A thought comes to him: the knife piercing his neck, blood bubbling out between his lips, against Nai’s fingers. Nai holding him and letting his brother’s life paint him in color. But it isn’t Vash’s thought. It’s Nai’s, finding its way in at their proximity, and it’s painted with desire so profound that Vash’s head tips back involuntarily. He imagines it from his own perspective, not as the horror it is, but as Nai sees it. The unbelievable heat of his blood spilling. Nai’s arms around him. And no secrets left between them, no betrayal. Only his life between Nai’s fingers, his body held close and precious.
It’s a fucking odd thought for a man who’s nightmare is seeing him dead. A hundred years of madness. He shudders. Nai’s eyes follow the motion obsessively.
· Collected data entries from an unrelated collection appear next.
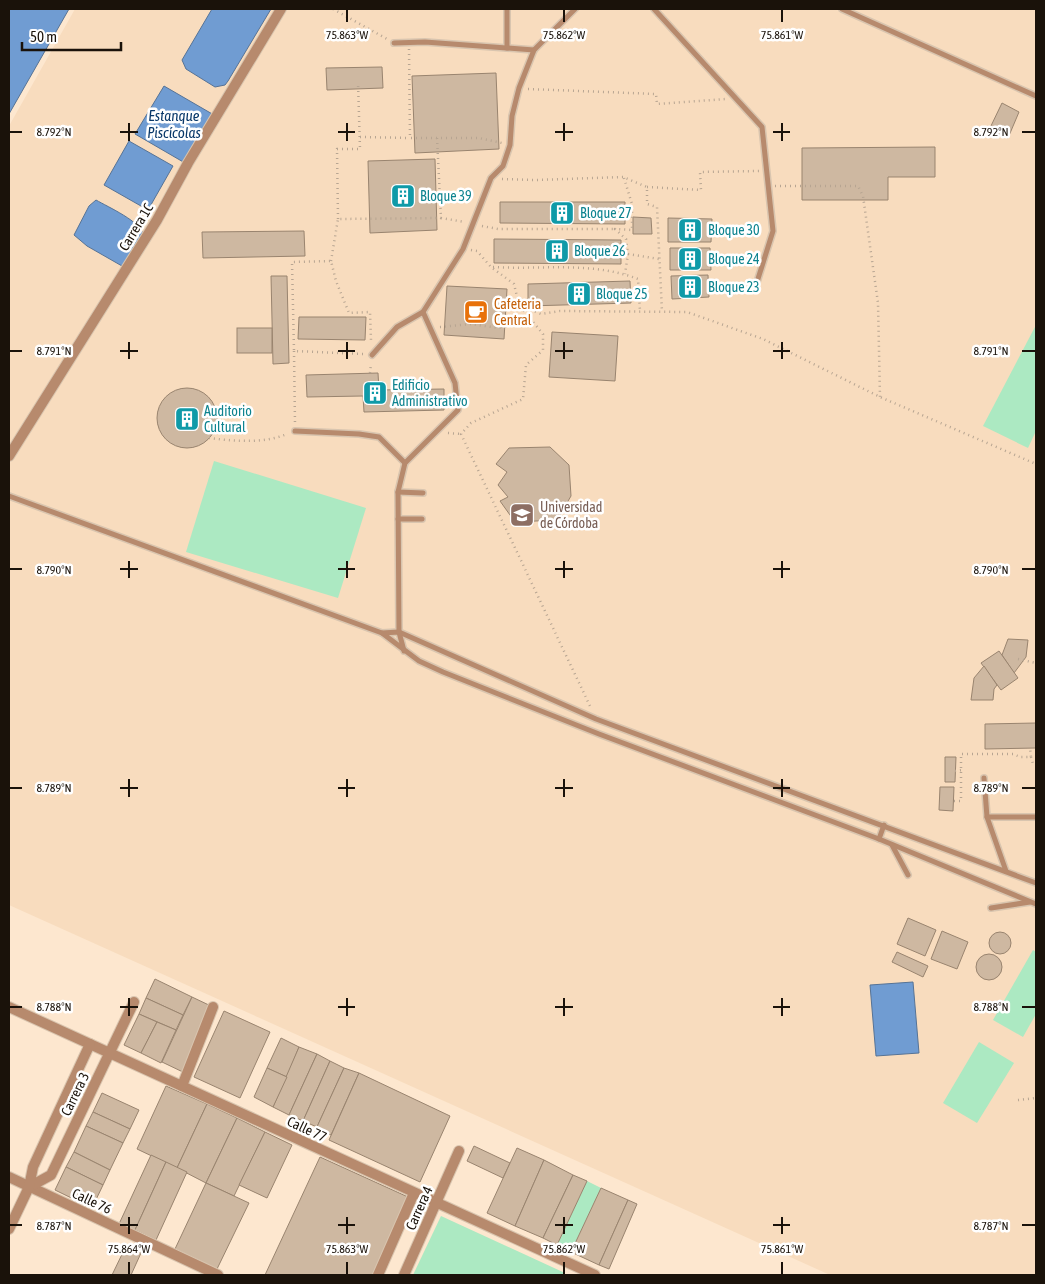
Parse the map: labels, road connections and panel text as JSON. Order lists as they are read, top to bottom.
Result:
{
  "streets": {
    "street": [
      "Carrera 1C",
      "Carrera 3",
      "Calle 77",
      "Calle 76",
      "Carrera 4"
    ]
  },
  "crossings": [
    ["Carrera 3", "Calle 77"],
    ["Carrera 3", "Calle 76"],
    ["Calle 77", "Carrera 4"]
  ],
  "water": ["Estanque Piscícolas"],
  "places": {
    "building": [
      "Bloque 39",
      "Bloque 27",
      "Bloque 30",
      "Bloque 26",
      "Bloque 24",
      "Bloque 23",
      "Bloque 25",
      "Edificio Administrativo",
      "Auditorio Cultural"
    ],
    "cafe": ["Cafeteria Central"],
    "school or university": ["Universidad de Córdoba"]
  },
  "scale_bar": "50 m",
  "coordinates": [
    "75.863°W",
    "75.862°W",
    "75.861°W",
    "8.792°N",
    "8.791°N",
    "8.790°N",
    "8.789°N",
    "8.788°N",
    "8.787°N",
    "75.864°W"
  ]
}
This, Vash thinks, is why they can’t be together.
“Is this your new play?” Nai asks roughly. “I didn’t think you had it in you.”
Play? No. It’s proof. That’s all Vash needed: proof that there’s still one thing Nai cares about too much to be rational about. If he were rational, he would have hunted Vash years ago, kept him in suspended solitude, safe. He would have done that, and called it love. Vash has wondered for years why he didn't. And again, back at Jeneora, when Nai tapped his fingers to the gun and left Vash standing, or when he let Vash fire on him without retaliation. When he brought down the city and let not a single pebble fall on Vash.
He wants Vash—but he wants Vash whole and free more than he wants Vash empty. He needs Vash alive. That means something.
“I’m giving you a choice,” Vash repeats.
The point of the blade is still tipped against his jugular. “A year,” Nai says, still in disbelief, “for the rest of your life.”
He can’t nod.
“In a year, a dozen more of our kind will be gone. I can’t afford a year.” Nai drops the blade from Vash’s neck, and with a violent motion, stabs at something Vash can’t see. The gun, he realizes, by the short sound of tearing metal. It’s in him to be sad about losing it, but then Nai retracts the blade still pinning his hand to the ground, and fuck does it hurt.
He pulls the hand in to his chest and cradles it.
Nai watches this critically, and then slides his gaze to the side, catching the full, red disc hanging in the sky behind him. “A month,” he murmurs. “And after that, you’ll stop this foolishness.” His voice shakes. "You'll come back to me."
A month. No—it’s too short. It’s not enough time. He meets Nai’s gaze and knows it’s all he’s going to get.
“A month,” he agrees, voice almost too tight to leave his chest. “And I'll never leave again.”
It’s a poor lie. Nai knows; Vash can see he knows, but he can see what it does to Nai, too. The metal appendages poised around him flutter involuntarily, Nai’s heart bare on his sleeve in that way. He misses Vash, at least as much as Vash misses him. It’s a cruel pressure point to press.
But Nai isn't the only one who can be cruel.